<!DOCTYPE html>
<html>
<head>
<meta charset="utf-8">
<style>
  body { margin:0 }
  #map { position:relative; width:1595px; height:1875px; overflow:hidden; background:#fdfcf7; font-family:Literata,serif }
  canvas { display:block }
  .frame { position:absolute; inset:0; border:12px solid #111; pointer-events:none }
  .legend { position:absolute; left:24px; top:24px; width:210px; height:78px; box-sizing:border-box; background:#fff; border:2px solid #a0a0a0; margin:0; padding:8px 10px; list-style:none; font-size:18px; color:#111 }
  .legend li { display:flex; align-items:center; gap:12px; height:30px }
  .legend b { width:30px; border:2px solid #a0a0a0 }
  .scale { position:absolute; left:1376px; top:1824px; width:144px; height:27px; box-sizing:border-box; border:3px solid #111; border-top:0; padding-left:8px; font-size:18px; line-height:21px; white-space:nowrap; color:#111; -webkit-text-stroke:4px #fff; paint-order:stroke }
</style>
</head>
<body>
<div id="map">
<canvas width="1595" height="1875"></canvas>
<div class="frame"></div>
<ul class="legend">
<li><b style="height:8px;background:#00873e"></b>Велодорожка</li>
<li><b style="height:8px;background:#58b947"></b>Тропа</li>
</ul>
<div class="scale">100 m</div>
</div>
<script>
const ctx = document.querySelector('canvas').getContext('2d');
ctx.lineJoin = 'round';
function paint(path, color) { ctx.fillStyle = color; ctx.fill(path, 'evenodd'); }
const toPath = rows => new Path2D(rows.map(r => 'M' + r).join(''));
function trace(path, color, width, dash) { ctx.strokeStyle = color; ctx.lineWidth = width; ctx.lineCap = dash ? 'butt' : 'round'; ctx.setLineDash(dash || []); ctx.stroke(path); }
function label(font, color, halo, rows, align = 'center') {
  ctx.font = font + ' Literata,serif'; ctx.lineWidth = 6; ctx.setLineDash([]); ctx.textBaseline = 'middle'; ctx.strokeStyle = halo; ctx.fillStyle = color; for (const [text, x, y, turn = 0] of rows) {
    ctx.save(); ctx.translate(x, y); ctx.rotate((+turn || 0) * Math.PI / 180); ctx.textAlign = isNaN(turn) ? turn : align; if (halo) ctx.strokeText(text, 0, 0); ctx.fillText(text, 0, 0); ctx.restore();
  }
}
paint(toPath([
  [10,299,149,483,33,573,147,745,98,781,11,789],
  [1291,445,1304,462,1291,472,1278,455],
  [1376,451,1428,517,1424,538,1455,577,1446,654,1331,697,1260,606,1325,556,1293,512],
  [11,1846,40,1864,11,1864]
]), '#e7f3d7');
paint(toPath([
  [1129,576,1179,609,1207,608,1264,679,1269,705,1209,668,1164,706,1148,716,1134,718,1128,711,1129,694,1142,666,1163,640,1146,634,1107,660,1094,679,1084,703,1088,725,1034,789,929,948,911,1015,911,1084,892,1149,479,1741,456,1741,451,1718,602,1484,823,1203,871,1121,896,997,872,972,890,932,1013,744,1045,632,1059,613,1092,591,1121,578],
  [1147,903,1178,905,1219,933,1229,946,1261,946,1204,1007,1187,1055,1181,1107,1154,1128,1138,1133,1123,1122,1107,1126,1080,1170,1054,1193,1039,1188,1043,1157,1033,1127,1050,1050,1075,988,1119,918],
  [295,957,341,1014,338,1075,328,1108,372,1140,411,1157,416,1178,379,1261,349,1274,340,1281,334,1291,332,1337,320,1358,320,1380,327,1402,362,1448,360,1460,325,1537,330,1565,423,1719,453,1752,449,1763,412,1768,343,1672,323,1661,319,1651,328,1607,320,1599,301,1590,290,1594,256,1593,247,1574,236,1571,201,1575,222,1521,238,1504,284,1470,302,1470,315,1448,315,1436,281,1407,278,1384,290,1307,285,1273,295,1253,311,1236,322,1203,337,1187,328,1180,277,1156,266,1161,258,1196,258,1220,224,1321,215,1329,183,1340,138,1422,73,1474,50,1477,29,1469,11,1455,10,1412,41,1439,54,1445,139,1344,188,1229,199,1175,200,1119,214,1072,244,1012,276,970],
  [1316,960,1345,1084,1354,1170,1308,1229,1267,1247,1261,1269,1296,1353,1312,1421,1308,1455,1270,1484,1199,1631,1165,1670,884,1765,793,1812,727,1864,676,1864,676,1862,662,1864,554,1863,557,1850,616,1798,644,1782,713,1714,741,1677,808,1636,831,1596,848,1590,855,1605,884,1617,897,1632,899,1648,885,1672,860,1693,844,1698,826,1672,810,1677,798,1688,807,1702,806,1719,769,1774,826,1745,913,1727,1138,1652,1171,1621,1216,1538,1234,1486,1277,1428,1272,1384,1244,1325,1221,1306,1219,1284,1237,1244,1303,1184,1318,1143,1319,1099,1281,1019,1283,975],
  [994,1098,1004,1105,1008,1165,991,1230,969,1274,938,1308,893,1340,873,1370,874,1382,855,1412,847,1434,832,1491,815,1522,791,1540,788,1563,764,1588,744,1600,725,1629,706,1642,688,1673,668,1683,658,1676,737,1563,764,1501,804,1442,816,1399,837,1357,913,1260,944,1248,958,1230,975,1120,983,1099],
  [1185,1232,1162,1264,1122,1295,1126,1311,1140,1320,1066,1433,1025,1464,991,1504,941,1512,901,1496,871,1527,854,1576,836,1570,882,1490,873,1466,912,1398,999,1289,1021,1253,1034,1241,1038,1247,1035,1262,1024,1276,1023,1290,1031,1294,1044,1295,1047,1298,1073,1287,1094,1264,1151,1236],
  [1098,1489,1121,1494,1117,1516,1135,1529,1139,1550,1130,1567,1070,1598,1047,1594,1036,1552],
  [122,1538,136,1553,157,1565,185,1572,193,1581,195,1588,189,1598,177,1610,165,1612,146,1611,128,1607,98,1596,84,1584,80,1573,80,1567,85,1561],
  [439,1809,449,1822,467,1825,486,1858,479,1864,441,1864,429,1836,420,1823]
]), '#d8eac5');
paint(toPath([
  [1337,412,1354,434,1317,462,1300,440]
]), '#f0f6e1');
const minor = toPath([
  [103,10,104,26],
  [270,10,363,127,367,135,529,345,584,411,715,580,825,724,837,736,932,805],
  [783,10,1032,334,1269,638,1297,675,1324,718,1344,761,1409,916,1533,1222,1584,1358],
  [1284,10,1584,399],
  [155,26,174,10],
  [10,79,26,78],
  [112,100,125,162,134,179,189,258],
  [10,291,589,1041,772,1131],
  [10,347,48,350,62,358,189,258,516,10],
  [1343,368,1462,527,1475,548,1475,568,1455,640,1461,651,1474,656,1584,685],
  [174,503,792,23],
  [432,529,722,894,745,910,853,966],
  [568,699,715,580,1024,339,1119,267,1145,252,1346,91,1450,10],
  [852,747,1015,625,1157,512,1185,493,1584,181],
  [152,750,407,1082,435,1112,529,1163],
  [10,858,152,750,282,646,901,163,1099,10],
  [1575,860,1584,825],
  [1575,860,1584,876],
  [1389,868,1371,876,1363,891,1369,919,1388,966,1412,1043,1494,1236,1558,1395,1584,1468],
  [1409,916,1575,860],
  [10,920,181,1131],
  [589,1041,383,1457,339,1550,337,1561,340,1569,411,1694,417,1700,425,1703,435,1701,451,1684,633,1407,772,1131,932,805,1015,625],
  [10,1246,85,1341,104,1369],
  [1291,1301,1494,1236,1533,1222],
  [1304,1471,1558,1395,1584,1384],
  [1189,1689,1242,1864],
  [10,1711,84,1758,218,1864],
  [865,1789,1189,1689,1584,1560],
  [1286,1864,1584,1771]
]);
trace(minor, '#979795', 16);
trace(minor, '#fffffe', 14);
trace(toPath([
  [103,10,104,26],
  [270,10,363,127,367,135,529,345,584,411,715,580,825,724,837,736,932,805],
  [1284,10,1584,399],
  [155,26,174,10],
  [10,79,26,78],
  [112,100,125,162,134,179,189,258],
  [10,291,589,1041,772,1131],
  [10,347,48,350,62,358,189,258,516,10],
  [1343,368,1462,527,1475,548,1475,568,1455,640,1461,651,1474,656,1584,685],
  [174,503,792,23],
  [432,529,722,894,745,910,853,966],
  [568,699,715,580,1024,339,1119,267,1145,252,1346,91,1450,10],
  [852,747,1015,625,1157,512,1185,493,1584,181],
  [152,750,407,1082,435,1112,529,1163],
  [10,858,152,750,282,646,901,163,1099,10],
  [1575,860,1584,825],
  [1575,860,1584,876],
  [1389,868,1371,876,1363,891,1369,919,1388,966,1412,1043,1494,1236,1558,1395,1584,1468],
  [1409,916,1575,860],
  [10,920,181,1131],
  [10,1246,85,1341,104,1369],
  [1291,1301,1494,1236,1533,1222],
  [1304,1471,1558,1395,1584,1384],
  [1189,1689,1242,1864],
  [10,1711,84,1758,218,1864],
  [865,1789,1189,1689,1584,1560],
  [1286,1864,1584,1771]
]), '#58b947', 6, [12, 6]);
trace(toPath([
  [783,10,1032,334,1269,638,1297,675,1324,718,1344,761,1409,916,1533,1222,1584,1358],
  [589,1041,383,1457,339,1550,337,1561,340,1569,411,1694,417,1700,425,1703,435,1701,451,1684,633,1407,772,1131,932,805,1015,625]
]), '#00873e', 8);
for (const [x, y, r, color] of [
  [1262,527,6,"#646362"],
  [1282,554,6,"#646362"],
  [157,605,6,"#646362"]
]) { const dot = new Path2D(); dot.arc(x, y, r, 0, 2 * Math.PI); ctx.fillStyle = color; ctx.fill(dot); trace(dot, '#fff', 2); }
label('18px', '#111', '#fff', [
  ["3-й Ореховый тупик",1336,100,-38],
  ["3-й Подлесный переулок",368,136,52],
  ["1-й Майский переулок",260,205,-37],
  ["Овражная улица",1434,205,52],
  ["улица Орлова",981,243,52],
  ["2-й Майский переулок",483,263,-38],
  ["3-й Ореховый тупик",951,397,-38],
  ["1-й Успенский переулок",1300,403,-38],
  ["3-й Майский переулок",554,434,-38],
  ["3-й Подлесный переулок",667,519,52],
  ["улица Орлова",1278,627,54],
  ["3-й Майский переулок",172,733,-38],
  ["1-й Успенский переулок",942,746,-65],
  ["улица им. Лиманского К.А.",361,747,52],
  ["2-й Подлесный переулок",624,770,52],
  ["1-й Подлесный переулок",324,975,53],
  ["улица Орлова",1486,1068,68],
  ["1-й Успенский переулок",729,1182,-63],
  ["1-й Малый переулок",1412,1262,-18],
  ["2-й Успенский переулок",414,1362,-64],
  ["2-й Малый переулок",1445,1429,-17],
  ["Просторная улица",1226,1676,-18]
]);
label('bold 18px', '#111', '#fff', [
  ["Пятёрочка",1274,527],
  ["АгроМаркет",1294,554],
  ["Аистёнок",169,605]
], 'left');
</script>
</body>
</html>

· · · ·

◆ EXERCISE PROMPT
Wherever a line of the data above contains "halo", copy that line.

◆ RESULT OF THIS TASK
function label(font, color, halo, rows, align = 'center') {
  ctx.font = font + ' Literata,serif'; ctx.lineWidth = 6; ctx.setLineDash([]); ctx.textBaseline = 'middle'; ctx.strokeStyle = halo; ctx.fillStyle = color; for (const [text, x, y, turn = 0] of rows) {
    ctx.save(); ctx.translate(x, y); ctx.rotate((+turn || 0) * Math.PI / 180); ctx.textAlign = isNaN(turn) ? turn : align; if (halo) ctx.strokeText(text, 0, 0); ctx.fillText(text, 0, 0); ctx.restore();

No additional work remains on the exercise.